Thursday’s mayhem was instructive. It could provide valuable data about the nature of the problem.

The disorder did not occur during Question Time with a capital QT. Technically Question Time had been suspended to allow debate on a motion put by the Leader of the Opposition, Dr John Hewson, to censure the Prime Minister, Paul Keating, over the sports rorts affair. The instructive point is that the disorder occurred during question time with a small qt. It occurred during the time normally set aside for Question Time, when the public gallery and the press gallery were expecting a Question Time. This is important. The politicians were clearly playing to the audience, irrespective of the name of the play. The play could have been King Lear, Hamlet, A Matter of Public Importance or Question Time. It did not matter.

The effect of the audience, both in the building and electronically to the nation, was profound. The parliamentarians knew that this was the time that media eyes would be watching, and acted accordingly. The precise parliamentary format of the performance was immaterial.

Whenever a Minister is in strife, or a leader looks fragile or some scandal is afoot the magnetism and expectancy of Question Time is irresistible: a gladiatorial contest is about to take place. On this analogy recent parliamentary reforms have missed the mark. It is still a gladiatorial contest even if some of the key gladiators take the day off. It is still a gladiatorial contest even if it is televised.

The adversary nature of politics is such that certain amount of raucous behaviour is inevitable. The important point is to ensure it does not break down to the unseemly spectacle seen on Thursday. The central cause for that breakdown must lay at the feet of the Speaker, Stephen Martin. On Thursday he allowed incessant interjections from government back-benchers during Dr Hewson’s speech, but when Mr Keating spoke he put the main Opposition interjector in the sin bin for an hour.

Incidentally, there was an irony in that. The sin bin was introduced this year in an attempt to make Parliament more ruly. Instead of naming an MP and suspending him or her for a day or more under a vote of the House, as under previous Standing Orders, he was sin-binned under direct order of the Speaker.
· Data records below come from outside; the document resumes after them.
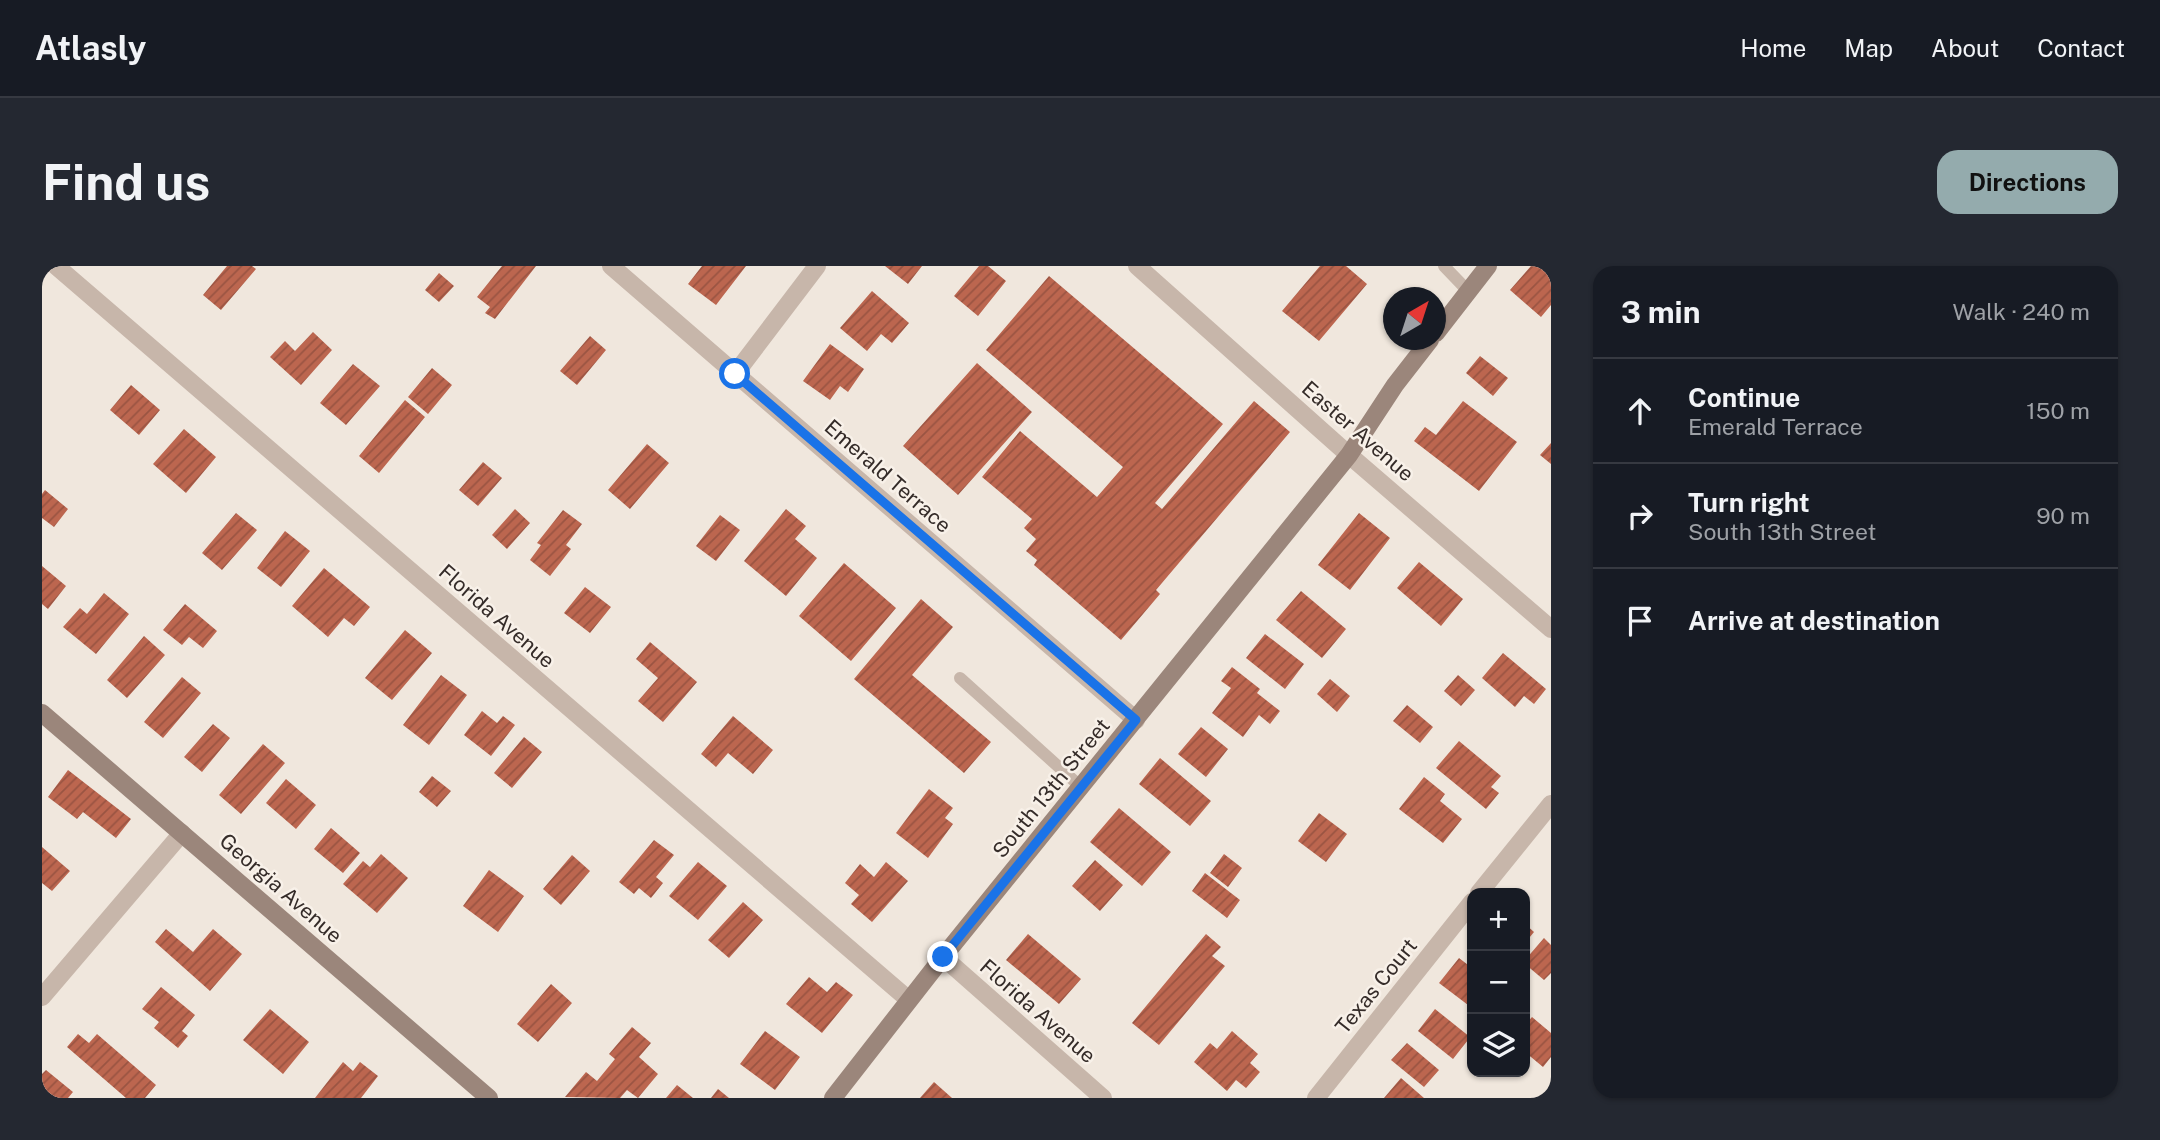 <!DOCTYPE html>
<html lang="en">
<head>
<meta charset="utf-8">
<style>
  body { margin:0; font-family:"Public Sans",sans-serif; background:#242831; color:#f1f3f6 }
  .controls { position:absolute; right:21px; bottom:21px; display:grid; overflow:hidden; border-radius:14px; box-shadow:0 2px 5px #0004 }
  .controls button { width:63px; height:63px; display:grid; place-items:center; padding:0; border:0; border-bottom:2px solid #363941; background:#171b24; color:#f1f3f6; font:35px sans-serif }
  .compass { position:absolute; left:1341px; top:21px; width:63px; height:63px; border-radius:50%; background:#171b24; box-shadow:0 2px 5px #0004; rotate:39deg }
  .stop { position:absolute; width:21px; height:21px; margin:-16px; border:5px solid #1a73e8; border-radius:50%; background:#fff }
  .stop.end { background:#1a73e8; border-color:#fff; box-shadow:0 2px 7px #0008 }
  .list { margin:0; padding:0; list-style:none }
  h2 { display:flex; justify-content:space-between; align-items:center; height:91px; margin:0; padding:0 28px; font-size:30px }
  h2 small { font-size:23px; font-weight:400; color:#9ea1a6 }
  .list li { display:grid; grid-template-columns:46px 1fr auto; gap:21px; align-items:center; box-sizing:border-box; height:105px; padding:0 28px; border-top:2px solid #363941 }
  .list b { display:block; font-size:26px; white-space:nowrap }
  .list p { margin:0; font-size:23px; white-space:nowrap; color:#9ea1a6 }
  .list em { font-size:23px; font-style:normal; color:#9ea1a6 }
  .icon { flex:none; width:38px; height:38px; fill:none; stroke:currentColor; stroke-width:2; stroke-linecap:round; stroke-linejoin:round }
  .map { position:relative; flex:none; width:1509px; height:832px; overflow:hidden; border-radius:21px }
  header { display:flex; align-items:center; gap:42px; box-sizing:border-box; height:98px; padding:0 35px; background:#171b24; border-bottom:2px solid #363941 }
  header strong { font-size:33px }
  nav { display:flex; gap:38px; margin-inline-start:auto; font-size:24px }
  .intro { display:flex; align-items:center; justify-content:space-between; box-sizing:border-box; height:168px; padding:0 42px }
  h1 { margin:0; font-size:49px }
  .button { padding:18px 32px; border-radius:21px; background:#94abad; color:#111; font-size:24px; font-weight:700 }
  main { display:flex; gap:42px; padding:0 42px }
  aside { flex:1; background:#171b24; border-radius:21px; box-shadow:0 2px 5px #0004 }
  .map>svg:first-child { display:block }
  .building { fill:url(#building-hatch) }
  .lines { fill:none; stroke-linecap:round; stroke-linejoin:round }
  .lane { stroke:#c7b6aa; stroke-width:12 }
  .street { stroke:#c7b6aa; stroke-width:18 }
  .secondary { stroke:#9b867b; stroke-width:18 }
  .route { stroke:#1a73e8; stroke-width:9 }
  .labels { text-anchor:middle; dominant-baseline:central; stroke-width:5; stroke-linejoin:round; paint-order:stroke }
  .street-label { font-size:21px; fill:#352c29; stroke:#f8f1e9 }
</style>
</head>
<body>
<header>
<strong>Atlasly</strong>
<nav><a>Home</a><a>Map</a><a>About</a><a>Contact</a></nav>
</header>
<div class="intro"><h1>Find us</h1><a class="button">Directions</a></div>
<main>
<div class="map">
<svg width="1509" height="832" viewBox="0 0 1509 832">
  <defs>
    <pattern id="building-hatch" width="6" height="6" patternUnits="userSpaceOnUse" patternTransform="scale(1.75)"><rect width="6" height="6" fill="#bc664f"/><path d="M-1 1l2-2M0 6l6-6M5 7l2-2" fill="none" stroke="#9a5442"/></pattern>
  </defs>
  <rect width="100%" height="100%" fill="#f0e7dd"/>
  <path class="building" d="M185,0H210L214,3L179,44L161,29Z
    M460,0H494L453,53L443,47L448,41L435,31Z
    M660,0H704L674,39L646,18Z
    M843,0H880L866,18Z
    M937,0H946L964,15L936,50L912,30Z
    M1278,0H1304L1325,18L1277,75L1240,45Z
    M1489,0H1509V39L1499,51L1468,24Z
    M397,7L412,20L397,36L383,24Z
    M1007,10L1181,158L1113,237L1120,243L1212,135L1248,166L1114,324L1118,328L1079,374L992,299L995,294L984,285L994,273L982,262L990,253L940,211L978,165L1055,231L1081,201L944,84Z
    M830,25L867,57L850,77L839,68L825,85L798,62Z
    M271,66L290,84L259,119L228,91L243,75L253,85Z
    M548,70L564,84L535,119L518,105Z
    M788,78L822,103L806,126L798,120L788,134L761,115Z
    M1438,90L1466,112L1451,130L1424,107Z
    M935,97L990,146L916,229L861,180Z
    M311,98L338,120L304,159L278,137Z
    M390,102L410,119L386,148L366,131Z
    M89,119L118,144L97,169L68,144Z
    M363,134L383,151L337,207L317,190Z
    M1421,135L1475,176L1437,225L1372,175L1383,161L1394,169Z
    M142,163L174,191L144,227L111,198Z
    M1509,177V198L1498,189Z
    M605,178L627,197L588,243L566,224Z
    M441,196L460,212L436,240L417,224Z
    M3,224L26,243L12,261L0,252V228Z
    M473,243L488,257L465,283L450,269Z
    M744,243L764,260L753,273L775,292L744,330L702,295Z
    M521,244L540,258L524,279L529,283L508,310L488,294L499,279L495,277Z
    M194,247L215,264L180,304L160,287Z
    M1317,247L1348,272L1308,324L1276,299Z
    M678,249L698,264L674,295L654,280Z
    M243,265L268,285L239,321L215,302Z
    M1377,296L1421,333L1399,360L1355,322Z
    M802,297L854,342L809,395L757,350Z
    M0,300L24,320L6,343L0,338Z
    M282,302L328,341L312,360L302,352L286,371L250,340Z
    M543,321L569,341L548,367L522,347Z
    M1259,325L1304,363L1280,392L1234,354Z
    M62,327L87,348L54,388L21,361L38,342L45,348Z
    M879,333L911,361L870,409L949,476L922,507L812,413Z
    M143,338L175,365L161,382L147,371L140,379L121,364Z
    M363,364L390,387L350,434L323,412Z
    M1223,368L1262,398L1243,423L1204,392Z
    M102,370L123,389L85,432L65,414Z
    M608,376L655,416L621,456L596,435L616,412L594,393Z
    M1461,387L1504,423L1492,438L1482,430L1473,441L1440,412Z
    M1190,401L1218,423L1215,427L1238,445L1228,458L1217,449L1201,471L1170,447L1189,422L1179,415Z
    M399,409L425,429L387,479L361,459Z
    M1416,409L1433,424L1419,440L1402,425Z
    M140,411L159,427L121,472L102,456Z
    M1288,413L1308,430L1295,446L1275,428Z
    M1365,439L1391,461L1378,477L1351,455Z
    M440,445L455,457L461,450L473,459L449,490L422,469Z
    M691,450L731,484L711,508L686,487L674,501L659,488Z
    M171,458L188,472L160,506L142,491Z
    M1159,461L1186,483L1164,511L1136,488Z
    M482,471L500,486L470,522L452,507Z
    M1417,475L1459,510L1449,521L1457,527L1444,543L1394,502Z
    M221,478L243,497L199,548L177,529Z
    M1118,492L1169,535L1148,560L1097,518Z
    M26,504L89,553L74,572L41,546L35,553L6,531Z
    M390,510L409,525L395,541L377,526Z
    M1382,511L1403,528L1398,535L1420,553L1401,577L1357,543Z
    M244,513L274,539L254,563L224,537Z
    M887,523L911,542L903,552L911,558L886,592L854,567Z
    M1077,542L1129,586L1100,620L1048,576Z
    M1277,547L1305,568L1284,596L1256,575Z
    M289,562L318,587L301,607L272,583Z
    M612,574L632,589L614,611L621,617L609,632L597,622L592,628L577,616Z
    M0,581L28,605L10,625L0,617Z
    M339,588L366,612L335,647L301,618L321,595L328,601Z
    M1182,588L1200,602L1186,621L1168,607Z
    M530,589L548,605L519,639L501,623Z
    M1053,594L1081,619L1058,645L1030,620Z
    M656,596L685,620L656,654L627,630Z
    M844,596L866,615L830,656L809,638L817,629L803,617L818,598L832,611Z
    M447,604L482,630L456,666L421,640Z
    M1163,607L1198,634L1185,652L1150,625Z
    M701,636L721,654L687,692L666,674Z
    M1483,658L1492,666L1483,677Z
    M124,663L151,686L171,663L200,688L168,725L113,676Z
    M986,668L1039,713L1017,738L964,694Z
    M1164,668L1179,681L1170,690L1183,700L1117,779L1090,757Z
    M1502,672L1509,679V707L1502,714L1483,698V694Z
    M1417,692L1430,702V742L1397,717Z
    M767,711L785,726L794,716L811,729L780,767L744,738Z
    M509,718L530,737L496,776L475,758Z
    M119,721L153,749L140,765L146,770L136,782L112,762L117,756L100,743Z
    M228,743L267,776L241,808L201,774Z
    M1393,743L1428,771L1430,768V777L1426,774L1411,793L1376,765Z
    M1490,751L1509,767V791L1501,801L1483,786V759Z
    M590,761L609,777L597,791L616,808L596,832L585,824L578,832L523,831L544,806L555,815L573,793L567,788Z
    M723,765L758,791L733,824L698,798Z
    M1190,765L1216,788L1208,797L1218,806L1204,822L1194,814L1185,825L1152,796L1168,777L1175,783Z
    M36,768L47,777L55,768L114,819L103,832H84L25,781Z
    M1365,777L1397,804L1382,821L1349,794Z
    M301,796L311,805L318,796L336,810L319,832H273Z
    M4,804L31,826L26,832H0V808Z
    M1359,812L1382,832H1342Z
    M892,816L910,832H878Z
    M635,819L651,832H624Z
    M676,823L687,832H669Z"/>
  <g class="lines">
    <path class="lane" d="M1402,0L1426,25
      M918,412L1039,521"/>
    <path class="street" d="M14,0L867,734
      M569,0L1094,454
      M1095,0L1307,189L1509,363
      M693,108L775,0
      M1437,627L1509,538
      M901,691L1061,832
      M0,731L140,567
      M1274,832L1430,636"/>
    <path class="secondary" d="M1394,67L1446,0
      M0,447L447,832
      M791,832L901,691L1307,189L1353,119L1388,74"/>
  </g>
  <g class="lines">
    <path class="route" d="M693,108L1094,454L901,691"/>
  </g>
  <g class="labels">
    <g class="street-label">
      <text transform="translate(1316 165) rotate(41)">Easter Avenue</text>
      <text transform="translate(846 210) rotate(41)">Emerald Terrace</text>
      <text transform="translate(455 350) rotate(41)">Florida Avenue</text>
      <text transform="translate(1009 522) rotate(-51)">South 13th Street</text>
      <text transform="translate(239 622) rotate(41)">Georgia Avenue</text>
      <text transform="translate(1334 720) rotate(-51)">Texas Court</text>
      <text transform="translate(996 745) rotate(41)">Florida Avenue</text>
    </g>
  </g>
</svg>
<div class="controls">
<button>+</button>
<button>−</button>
<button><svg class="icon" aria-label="layers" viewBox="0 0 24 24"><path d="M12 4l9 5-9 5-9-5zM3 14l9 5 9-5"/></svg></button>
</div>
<svg class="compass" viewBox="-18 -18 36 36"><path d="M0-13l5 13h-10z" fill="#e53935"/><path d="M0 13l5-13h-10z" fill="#9ea1a6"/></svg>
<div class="stop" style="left:693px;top:108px"></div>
<div class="stop end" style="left:901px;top:691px"></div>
</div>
<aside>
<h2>3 min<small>Walk · 240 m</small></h2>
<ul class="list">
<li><svg class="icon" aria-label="ahead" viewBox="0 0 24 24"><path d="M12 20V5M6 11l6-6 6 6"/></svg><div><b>Continue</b><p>Emerald Terrace</p></div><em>150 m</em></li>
<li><svg class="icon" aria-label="right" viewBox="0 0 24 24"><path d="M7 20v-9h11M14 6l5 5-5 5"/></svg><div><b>Turn right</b><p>South 13th Street</p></div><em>90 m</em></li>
<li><svg class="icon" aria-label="arrive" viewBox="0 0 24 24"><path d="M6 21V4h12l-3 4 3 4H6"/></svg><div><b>Arrive at destination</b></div></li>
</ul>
</aside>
</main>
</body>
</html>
In doing this, the Speaker received vigorous allegations of bias from the Opposition — allegations which carried some substance. Certainly, the public thought so. The public gallery, for the first time in long memory, applauded.

Thursday’s events reveal the heart of the problem. It is the quality of the Speaker. While ever the Speaker remains a member of one or other of the major parties he or she will not be able to bring true impartiality to the job. That said, it is not easy to create an independent Speaker, though it is easier now than in the past. In Britain where the House of Commons has more than 600 members, it is easier for the person elected Speaker to resign from his or her political party and act with complete independence. One seat in 600 is not significant. Moreover in a geographically compact place like Britain it is easier for MPs in neighbouring electorates to pick up the electoral work generated in the Speaker’s electorate.

Australia’s House of Representatives was increased to 148 Members in the early 1980s. Still, one in 148 could be critical in a tight election. And after a close election if the numbers are tight, every seat under the Whip’s control makes life easier.

At present, any Speaker who acts robustly and independently to enforce Standing Orders faces the sack from his or her party. It means the Speaker treats the Government more leniently. Government Ministers are allowed to waffle in answer to Dorothy Dixers from Government MPs and stonewall incisive questions from the Opposition. An independent Speaker would silence the wafflers and permit as many supplementary questions as necessary to get a proper answer to the incisive questions.

That will not happen under present arrangements. And while it does not happen, Oppositions will detect unfairness and protest in the only way minorities can — noisily.

And while the noise persists, good government gets drowned out.